§ What you have to do: Write out all of the records, keeping each one exactly as written.

Recorded data:
++++

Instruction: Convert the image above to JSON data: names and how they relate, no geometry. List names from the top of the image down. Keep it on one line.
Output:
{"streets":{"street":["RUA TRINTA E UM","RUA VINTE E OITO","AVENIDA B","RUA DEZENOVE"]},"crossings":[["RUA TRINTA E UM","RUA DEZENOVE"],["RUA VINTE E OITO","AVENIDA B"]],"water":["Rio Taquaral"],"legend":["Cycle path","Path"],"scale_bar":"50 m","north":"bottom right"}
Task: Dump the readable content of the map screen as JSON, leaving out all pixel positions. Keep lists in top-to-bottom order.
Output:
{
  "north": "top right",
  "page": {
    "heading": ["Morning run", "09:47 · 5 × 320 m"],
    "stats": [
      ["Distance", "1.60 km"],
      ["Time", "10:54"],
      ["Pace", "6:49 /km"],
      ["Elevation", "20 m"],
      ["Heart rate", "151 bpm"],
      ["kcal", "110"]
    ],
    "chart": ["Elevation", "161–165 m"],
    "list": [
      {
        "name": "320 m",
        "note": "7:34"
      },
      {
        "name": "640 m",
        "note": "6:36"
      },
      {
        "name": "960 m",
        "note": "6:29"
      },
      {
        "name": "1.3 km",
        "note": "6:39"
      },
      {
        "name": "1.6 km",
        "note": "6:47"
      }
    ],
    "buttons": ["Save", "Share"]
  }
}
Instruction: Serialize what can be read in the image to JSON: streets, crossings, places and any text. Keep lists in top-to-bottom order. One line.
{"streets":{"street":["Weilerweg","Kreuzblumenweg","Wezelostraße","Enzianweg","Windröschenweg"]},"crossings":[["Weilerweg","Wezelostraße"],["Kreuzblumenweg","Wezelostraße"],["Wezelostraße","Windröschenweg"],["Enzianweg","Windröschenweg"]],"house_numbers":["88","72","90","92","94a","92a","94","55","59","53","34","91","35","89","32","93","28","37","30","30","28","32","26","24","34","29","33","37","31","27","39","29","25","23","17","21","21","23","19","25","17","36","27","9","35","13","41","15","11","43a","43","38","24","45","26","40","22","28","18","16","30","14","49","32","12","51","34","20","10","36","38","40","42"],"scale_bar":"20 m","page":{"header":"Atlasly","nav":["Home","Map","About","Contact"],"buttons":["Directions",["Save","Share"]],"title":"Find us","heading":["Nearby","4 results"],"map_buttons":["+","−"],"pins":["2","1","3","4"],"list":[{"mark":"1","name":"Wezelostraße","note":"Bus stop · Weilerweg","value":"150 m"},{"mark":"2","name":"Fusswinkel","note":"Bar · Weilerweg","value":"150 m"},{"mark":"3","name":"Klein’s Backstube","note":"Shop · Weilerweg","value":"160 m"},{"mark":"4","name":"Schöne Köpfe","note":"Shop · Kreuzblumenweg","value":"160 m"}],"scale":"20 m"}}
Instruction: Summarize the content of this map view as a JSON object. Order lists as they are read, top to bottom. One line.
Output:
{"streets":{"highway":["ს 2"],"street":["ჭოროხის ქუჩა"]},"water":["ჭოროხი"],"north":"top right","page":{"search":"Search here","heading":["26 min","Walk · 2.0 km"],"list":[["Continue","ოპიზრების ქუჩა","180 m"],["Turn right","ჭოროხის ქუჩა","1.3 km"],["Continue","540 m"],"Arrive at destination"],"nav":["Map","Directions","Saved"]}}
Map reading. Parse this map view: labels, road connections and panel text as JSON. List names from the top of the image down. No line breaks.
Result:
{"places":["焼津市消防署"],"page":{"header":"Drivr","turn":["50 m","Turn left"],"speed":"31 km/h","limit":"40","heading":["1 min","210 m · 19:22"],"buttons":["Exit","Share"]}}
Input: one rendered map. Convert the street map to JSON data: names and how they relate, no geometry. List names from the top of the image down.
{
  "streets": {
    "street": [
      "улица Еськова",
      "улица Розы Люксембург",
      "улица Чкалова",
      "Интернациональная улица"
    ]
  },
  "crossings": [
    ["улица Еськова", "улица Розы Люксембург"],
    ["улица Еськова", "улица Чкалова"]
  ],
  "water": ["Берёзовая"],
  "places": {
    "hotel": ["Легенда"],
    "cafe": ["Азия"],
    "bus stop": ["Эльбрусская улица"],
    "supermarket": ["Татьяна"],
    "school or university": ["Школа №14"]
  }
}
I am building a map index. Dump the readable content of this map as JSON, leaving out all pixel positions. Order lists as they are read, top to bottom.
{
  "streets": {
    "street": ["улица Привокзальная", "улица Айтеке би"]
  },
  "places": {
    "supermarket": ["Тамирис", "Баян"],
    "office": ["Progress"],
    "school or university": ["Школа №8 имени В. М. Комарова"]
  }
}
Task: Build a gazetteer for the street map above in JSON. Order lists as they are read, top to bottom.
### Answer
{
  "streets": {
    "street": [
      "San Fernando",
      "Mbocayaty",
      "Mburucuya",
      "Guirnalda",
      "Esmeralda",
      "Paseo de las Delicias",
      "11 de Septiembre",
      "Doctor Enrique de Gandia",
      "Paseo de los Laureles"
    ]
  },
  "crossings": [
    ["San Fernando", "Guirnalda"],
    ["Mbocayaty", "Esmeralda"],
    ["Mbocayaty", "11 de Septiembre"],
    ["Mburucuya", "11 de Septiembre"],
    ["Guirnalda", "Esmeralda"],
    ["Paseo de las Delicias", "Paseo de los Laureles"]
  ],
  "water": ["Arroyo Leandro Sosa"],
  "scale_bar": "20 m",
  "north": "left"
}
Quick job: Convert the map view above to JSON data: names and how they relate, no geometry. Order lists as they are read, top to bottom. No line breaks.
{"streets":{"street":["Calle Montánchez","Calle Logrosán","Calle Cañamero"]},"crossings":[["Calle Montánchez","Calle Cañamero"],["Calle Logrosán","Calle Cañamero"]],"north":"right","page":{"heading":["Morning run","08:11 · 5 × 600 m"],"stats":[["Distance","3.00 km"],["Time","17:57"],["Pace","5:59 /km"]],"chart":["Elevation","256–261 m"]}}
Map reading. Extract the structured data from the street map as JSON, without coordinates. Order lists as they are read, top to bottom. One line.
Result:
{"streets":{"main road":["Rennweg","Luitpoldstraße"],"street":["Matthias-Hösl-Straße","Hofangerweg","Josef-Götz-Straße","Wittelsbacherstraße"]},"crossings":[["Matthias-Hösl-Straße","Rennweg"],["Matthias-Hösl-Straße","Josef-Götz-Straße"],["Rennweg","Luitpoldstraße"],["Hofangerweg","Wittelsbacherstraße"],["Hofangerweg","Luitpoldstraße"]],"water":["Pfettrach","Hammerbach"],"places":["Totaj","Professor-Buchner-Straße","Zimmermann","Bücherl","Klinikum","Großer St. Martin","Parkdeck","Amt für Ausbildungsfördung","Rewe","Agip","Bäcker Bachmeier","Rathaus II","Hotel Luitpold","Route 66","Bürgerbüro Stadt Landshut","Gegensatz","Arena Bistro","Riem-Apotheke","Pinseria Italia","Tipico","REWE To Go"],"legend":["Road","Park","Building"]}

++++

§ The answer:
Instruction: Convert the image above to JSON data: names and how they relate, no geometry. List names from the top of the image down. Keep it on one line.
Output:
{"streets":{"street":["RUA TRINTA E UM","RUA VINTE E OITO","AVENIDA B","RUA DEZENOVE"]},"crossings":[["RUA TRINTA E UM","RUA DEZENOVE"],["RUA VINTE E OITO","AVENIDA B"]],"water":["Rio Taquaral"],"legend":["Cycle path","Path"],"scale_bar":"50 m","north":"bottom right"}
Task: Dump the readable content of the map screen as JSON, leaving out all pixel positions. Keep lists in top-to-bottom order.
Output:
{
  "north": "top right",
  "page": {
    "heading": ["Morning run", "09:47 · 5 × 320 m"],
    "stats": [
      ["Distance", "1.60 km"],
      ["Time", "10:54"],
      ["Pace", "6:49 /km"],
      ["Elevation", "20 m"],
      ["Heart rate", "151 bpm"],
      ["kcal", "110"]
    ],
    "chart": ["Elevation", "161–165 m"],
    "list": [
      {
        "name": "320 m",
        "note": "7:34"
      },
      {
        "name": "640 m",
        "note": "6:36"
      },
      {
        "name": "960 m",
        "note": "6:29"
      },
      {
        "name": "1.3 km",
        "note": "6:39"
      },
      {
        "name": "1.6 km",
        "note": "6:47"
      }
    ],
    "buttons": ["Save", "Share"]
  }
}
Instruction: Serialize what can be read in the image to JSON: streets, crossings, places and any text. Keep lists in top-to-bottom order. One line.
{"streets":{"street":["Weilerweg","Kreuzblumenweg","Wezelostraße","Enzianweg","Windröschenweg"]},"crossings":[["Weilerweg","Wezelostraße"],["Kreuzblumenweg","Wezelostraße"],["Wezelostraße","Windröschenweg"],["Enzianweg","Windröschenweg"]],"house_numbers":["88","72","90","92","94a","92a","94","55","59","53","34","91","35","89","32","93","28","37","30","30","28","32","26","24","34","29","33","37","31","27","39","29","25","23","17","21","21","23","19","25","17","36","27","9","35","13","41","15","11","43a","43","38","24","45","26","40","22","28","18","16","30","14","49","32","12","51","34","20","10","36","38","40","42"],"scale_bar":"20 m","page":{"header":"Atlasly","nav":["Home","Map","About","Contact"],"buttons":["Directions",["Save","Share"]],"title":"Find us","heading":["Nearby","4 results"],"map_buttons":["+","−"],"pins":["2","1","3","4"],"list":[{"mark":"1","name":"Wezelostraße","note":"Bus stop · Weilerweg","value":"150 m"},{"mark":"2","name":"Fusswinkel","note":"Bar · Weilerweg","value":"150 m"},{"mark":"3","name":"Klein’s Backstube","note":"Shop · Weilerweg","value":"160 m"},{"mark":"4","name":"Schöne Köpfe","note":"Shop · Kreuzblumenweg","value":"160 m"}],"scale":"20 m"}}
Instruction: Summarize the content of this map view as a JSON object. Order lists as they are read, top to bottom. One line.
Output:
{"streets":{"highway":["ს 2"],"street":["ჭოროხის ქუჩა"]},"water":["ჭოროხი"],"north":"top right","page":{"search":"Search here","heading":["26 min","Walk · 2.0 km"],"list":[["Continue","ოპიზრების ქუჩა","180 m"],["Turn right","ჭოროხის ქუჩა","1.3 km"],["Continue","540 m"],"Arrive at destination"],"nav":["Map","Directions","Saved"]}}
Map reading. Parse this map view: labels, road connections and panel text as JSON. List names from the top of the image down. No line breaks.
Result:
{"places":["焼津市消防署"],"page":{"header":"Drivr","turn":["50 m","Turn left"],"speed":"31 km/h","limit":"40","heading":["1 min","210 m · 19:22"],"buttons":["Exit","Share"]}}
Input: one rendered map. Convert the street map to JSON data: names and how they relate, no geometry. List names from the top of the image down.
{
  "streets": {
    "street": [
      "улица Еськова",
      "улица Розы Люксембург",
      "улица Чкалова",
      "Интернациональная улица"
    ]
  },
  "crossings": [
    ["улица Еськова", "улица Розы Люксембург"],
    ["улица Еськова", "улица Чкалова"]
  ],
  "water": ["Берёзовая"],
  "places": {
    "hotel": ["Легенда"],
    "cafe": ["Азия"],
    "bus stop": ["Эльбрусская улица"],
    "supermarket": ["Татьяна"],
    "school or university": ["Школа №14"]
  }
}
I am building a map index. Dump the readable content of this map as JSON, leaving out all pixel positions. Order lists as they are read, top to bottom.
{
  "streets": {
    "street": ["улица Привокзальная", "улица Айтеке би"]
  },
  "places": {
    "supermarket": ["Тамирис", "Баян"],
    "office": ["Progress"],
    "school or university": ["Школа №8 имени В. М. Комарова"]
  }
}
Task: Build a gazetteer for the street map above in JSON. Order lists as they are read, top to bottom.
### Answer
{
  "streets": {
    "street": [
      "San Fernando",
      "Mbocayaty",
      "Mburucuya",
      "Guirnalda",
      "Esmeralda",
      "Paseo de las Delicias",
      "11 de Septiembre",
      "Doctor Enrique de Gandia",
      "Paseo de los Laureles"
    ]
  },
  "crossings": [
    ["San Fernando", "Guirnalda"],
    ["Mbocayaty", "Esmeralda"],
    ["Mbocayaty", "11 de Septiembre"],
    ["Mburucuya", "11 de Septiembre"],
    ["Guirnalda", "Esmeralda"],
    ["Paseo de las Delicias", "Paseo de los Laureles"]
  ],
  "water": ["Arroyo Leandro Sosa"],
  "scale_bar": "20 m",
  "north": "left"
}
Quick job: Convert the map view above to JSON data: names and how they relate, no geometry. Order lists as they are read, top to bottom. No line breaks.
{"streets":{"street":["Calle Montánchez","Calle Logrosán","Calle Cañamero"]},"crossings":[["Calle Montánchez","Calle Cañamero"],["Calle Logrosán","Calle Cañamero"]],"north":"right","page":{"heading":["Morning run","08:11 · 5 × 600 m"],"stats":[["Distance","3.00 km"],["Time","17:57"],["Pace","5:59 /km"]],"chart":["Elevation","256–261 m"]}}
Map reading. Extract the structured data from the street map as JSON, without coordinates. Order lists as they are read, top to bottom. One line.
Result:
{"streets":{"main road":["Rennweg","Luitpoldstraße"],"street":["Matthias-Hösl-Straße","Hofangerweg","Josef-Götz-Straße","Wittelsbacherstraße"]},"crossings":[["Matthias-Hösl-Straße","Rennweg"],["Matthias-Hösl-Straße","Josef-Götz-Straße"],["Rennweg","Luitpoldstraße"],["Hofangerweg","Wittelsbacherstraße"],["Hofangerweg","Luitpoldstraße"]],"water":["Pfettrach","Hammerbach"],"places":["Totaj","Professor-Buchner-Straße","Zimmermann","Bücherl","Klinikum","Großer St. Martin","Parkdeck","Amt für Ausbildungsfördung","Rewe","Agip","Bäcker Bachmeier","Rathaus II","Hotel Luitpold","Route 66","Bürgerbüro Stadt Landshut","Gegensatz","Arena Bistro","Riem-Apotheke","Pinseria Italia","Tipico","REWE To Go"],"legend":["Road","Park","Building"]}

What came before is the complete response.